The Hobbit: The Desolation of Smaug is a mop. No, that’s not a typo, it’s a metaphor.
You see, mops just have loose ends everywhere- so too does the movie. And that is how a metaphor works. Clever, right?
While it has improved on some of the more rage-inducing elements of its predecessor, The Hobbit 2 (as I will furthermore call it) falls short on a couple of levels.
Yes, I’m referring to those loose ends again. The film is rife with subplots which are all illuminated to varying degrees. It feels like the writing team wanted to squash a whole season of HBO into one movie. There are rivalries and political shenanigans, boiler-plate angst, interracial love triangles and dramatic digressions. It’s like Game of Thrones without the sex. Many would wonder, therefore, what the point is? The point, dear frisky reader, is to get you to buy a ticket next year.
It’s one giant open-ended thread-fest to try and beat your apathy so you’ll watch the next one to see how it ends. Instead of actually focusing on specific subplots, teasing out the complexity that could very well be there, the filmmakers seemed to think that merely telling us very blatantly that they exist is good enough. Not good enough, guys.
This leaves the characters seemingly without motivation for their actions, or at worst motivated by the broadest possible reasons, which is basically the same thing when it comes to making me care about the person on screen. But that’s not all. The ending itself might actually have rivalled that of The Matrix 2 if we didn’t all already know how it’s going to end.
The ending follows on another game of set piece one-up, much like in The Hobbit 1. Because the film is structured like a roller-coaster and not a real story, the filmmakers must keep ramping up the crazy until you have insane dwarven cat-and-mouse with a dragon (Ooh, spoiler, there’s a dragon) that escalates quicker than an internet debate about homosexuality. It keeps building up to insane heights and then ends suddenlt with zero catharsis at the end. I felt cheated.
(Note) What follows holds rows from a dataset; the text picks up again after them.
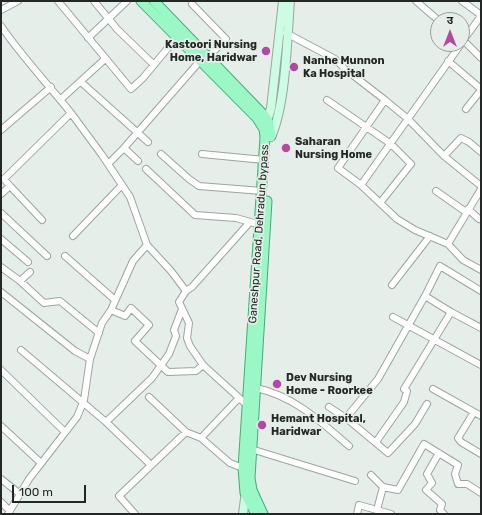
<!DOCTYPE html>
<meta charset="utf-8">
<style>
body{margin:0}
#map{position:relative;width:482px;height:515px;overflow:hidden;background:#e6eee9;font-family:Rubik,"Noto Sans Devanagari",sans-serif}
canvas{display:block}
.frame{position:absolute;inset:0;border:2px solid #242725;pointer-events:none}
.north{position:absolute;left:430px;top:12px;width:40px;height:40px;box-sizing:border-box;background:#e6eee9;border:1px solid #989e9b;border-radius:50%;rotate:0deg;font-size:11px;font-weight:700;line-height:16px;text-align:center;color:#242725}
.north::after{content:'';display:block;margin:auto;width:14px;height:18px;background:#b847a2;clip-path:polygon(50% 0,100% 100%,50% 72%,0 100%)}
.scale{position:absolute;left:12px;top:485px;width:74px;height:18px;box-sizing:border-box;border:2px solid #242725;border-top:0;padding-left:5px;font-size:12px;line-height:14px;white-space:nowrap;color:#242725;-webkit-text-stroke:3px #e6eee9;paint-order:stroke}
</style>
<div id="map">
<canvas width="482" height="515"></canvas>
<div class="frame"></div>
<div class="north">उ</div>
<div class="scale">100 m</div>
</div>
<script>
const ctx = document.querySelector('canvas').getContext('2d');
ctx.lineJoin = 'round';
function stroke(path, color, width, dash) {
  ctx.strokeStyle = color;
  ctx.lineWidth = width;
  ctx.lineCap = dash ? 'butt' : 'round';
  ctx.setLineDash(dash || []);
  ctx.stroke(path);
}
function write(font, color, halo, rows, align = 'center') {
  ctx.font = font + ' Rubik,sans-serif';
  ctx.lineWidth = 3.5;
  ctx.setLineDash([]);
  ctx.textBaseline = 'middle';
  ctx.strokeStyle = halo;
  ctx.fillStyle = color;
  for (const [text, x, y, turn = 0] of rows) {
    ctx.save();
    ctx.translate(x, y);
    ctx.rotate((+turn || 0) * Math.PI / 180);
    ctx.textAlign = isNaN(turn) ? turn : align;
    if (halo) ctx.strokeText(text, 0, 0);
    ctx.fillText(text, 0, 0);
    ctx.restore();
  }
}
const street = new Path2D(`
 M58,1l73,88 12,-11 34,-41
 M94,1l23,28 36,35
 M416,1l22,19
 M462,1l19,14
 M192,4l34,35 -18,18
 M1,10l17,-9
 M1,26c21,31 47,58 70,87l-67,66 6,7 -9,8
 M286,33l49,26 10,10 40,31 -47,68 23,17 100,-141
 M88,38l39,-37
 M462,39l19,19
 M462,42l19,-26
 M448,61l33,28
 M81,82l67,60
 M60,100l45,-41
 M327,100l64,44 20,20 -31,39
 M385,100l23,19 36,37 37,30
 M466,109l15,-19
 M1,130l50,-43
 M124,148l14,13
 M161,154l28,25 10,7 63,5
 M202,154l62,6
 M444,156l17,-18 8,4 12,10
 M108,164l16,-16 76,-87
 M146,169l49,46 41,3 18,5
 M361,185l36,34 18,11 33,14 15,16 18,10
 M10,186l32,34
 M436,191l30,21 2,-3 11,10
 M1,213l46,43
 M73,236l49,-51
 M1,239l27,23
 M448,244l33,-55
 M147,245l24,26 15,20 6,-4 58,-65
 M65,256l50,44
 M1,267l19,14 24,22 16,-2 39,32
 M20,281l10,-9
 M392,285l38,-49
 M186,291l-7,11 10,21 -2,15 3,8 13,19 44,40
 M1,292l74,59 15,8
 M111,310l14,6 6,-8 18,17 -14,16 33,31 28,-1 7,-6
 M451,312l30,16
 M393,317l88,48
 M21,350l85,72 45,43
 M1,370l64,62
 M256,388c38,8 64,33 93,58
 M433,389l48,27
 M149,397l37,35 15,6 29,25 13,5
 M329,407l17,11 42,35 27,-29 12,-20
 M474,412l-16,26 3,4 20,12
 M346,418l32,-39 47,-83
 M106,422l46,-44 17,-24 7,-18 -2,-6 8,-21
 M1,426l40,37
 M201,438l37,-39
 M376,442l28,-40 3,-11 -3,-2 47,-77 -26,-16 15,-30 41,25
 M251,449l104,32
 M439,453l-12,21 5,9 -6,7 16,14 -2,6 4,4
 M371,475l12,12 -6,23
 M1,479l19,15
 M383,487l15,3 26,-46 34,21 -3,9 3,10h9l14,9
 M1,502l9,9
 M8,514l21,-35 48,-62 7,-17 6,-41 12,-36 9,-13 22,-49 14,-16 -17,-48 -28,-42 -31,-42
 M135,514l-16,-18 67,-64
 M357,514l2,-9 32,9`);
const secondary = new Path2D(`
 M266,125l5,-17 12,-107
 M271,137c15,-33 16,-98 19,-136
 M243,514l3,-23`);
const primary = new Path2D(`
 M141,1l116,117 7,11 1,8 -22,331 2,25 11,21
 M154,1l108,112 6,8 3,15
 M263,514l-11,-24 -2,-12 17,-277`);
stroke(street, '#9da59f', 8);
stroke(secondary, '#9da59f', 10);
stroke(primary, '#44ac76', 11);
stroke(street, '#fff', 6);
stroke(secondary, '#ccfce3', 8);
stroke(primary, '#9af8c7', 9);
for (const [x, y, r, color] of [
 [266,51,5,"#b847a2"],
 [294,67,5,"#b847a2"],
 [286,148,5,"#b847a2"],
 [277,384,5,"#b847a2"],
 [262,425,5,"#b847a2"]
]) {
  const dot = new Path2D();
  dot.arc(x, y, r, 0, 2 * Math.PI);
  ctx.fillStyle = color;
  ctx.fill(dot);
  stroke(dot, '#e6eee9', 1.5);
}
write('bold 11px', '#242725', '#e6eee9', [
 ["Kastoori Nursing",257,45,"right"],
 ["Home, Haridwar",257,58,"right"],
 ["Nanhe Munnon",303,61],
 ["Ka Hospital",303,74],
 ["Saharan",295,142],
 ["Nursing Home",295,155],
 ["Dev Nursing",286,378],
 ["Home - Roorkee",286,391],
 ["Hemant Hospital,",271,419],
 ["Haridwar",271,432]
], 'left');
write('11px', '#242725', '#e6eee9', [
 ["Ganeshpur Road, Dehradun bypass",259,234,-86]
]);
</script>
All of this after us coming along for what felt like an eternity of running and killings stuff; getting caught; getting sprung; lathering; rinsing; repeating.
At least it was properly silly and super serial when it wanted to be. None of those completely innapropriate jokes of the first film. It’s a better film for kids and adults when it’s not trying to be both at the same time. And I mean, what’s better than taking your kid to a movie where there’s no blood at all? Oh no, actually, the one character bleeds a bit as a plot point. Another gets a light nosebleed after a throwdown with a huge orc. But it’s all kid-friendly. Now the fact that several orcs get gleefully, violently decapitated doesn’t change anything, because there’s basically no blood.
I saw the movie in 4k (thankfully no 3d or high frame rate though). Holy Crap. Wait, that was actually a typo. Should have said hokey crap. So much of the film is ridiculously pretty. The CG is wonderful (Smaug is so awesome that it’s almost worth watching just for that), the scenery, sets, and costumes are amazing. Except when they aren’t. Then every flaw stands up and does the macarena while I gibber in my seat. There are shots that look like cheap computer game cut scenes, Character animation that doesn’t even look like the people they cut back to. It’s everywhere. Just when you relax a bit something new and horrible jumps out at you.
On the whole, it’s a lot like a 20 minute guitar solo. Technically proficient (Mostly), good in some places, but essentially self-indulgent and boring. It’s a novel in need of a good editor. It’s a tree in need of pruning. It’s a writer that doesn’t know when to stop abusing metaphors.
It’s a vaguely enjoyable way to spend 160 minutes, as long as you don’t concentrate too hard. I’m just waiting for the supercut where they take all 3 movies and make a single 3-hour film. That would be worth it.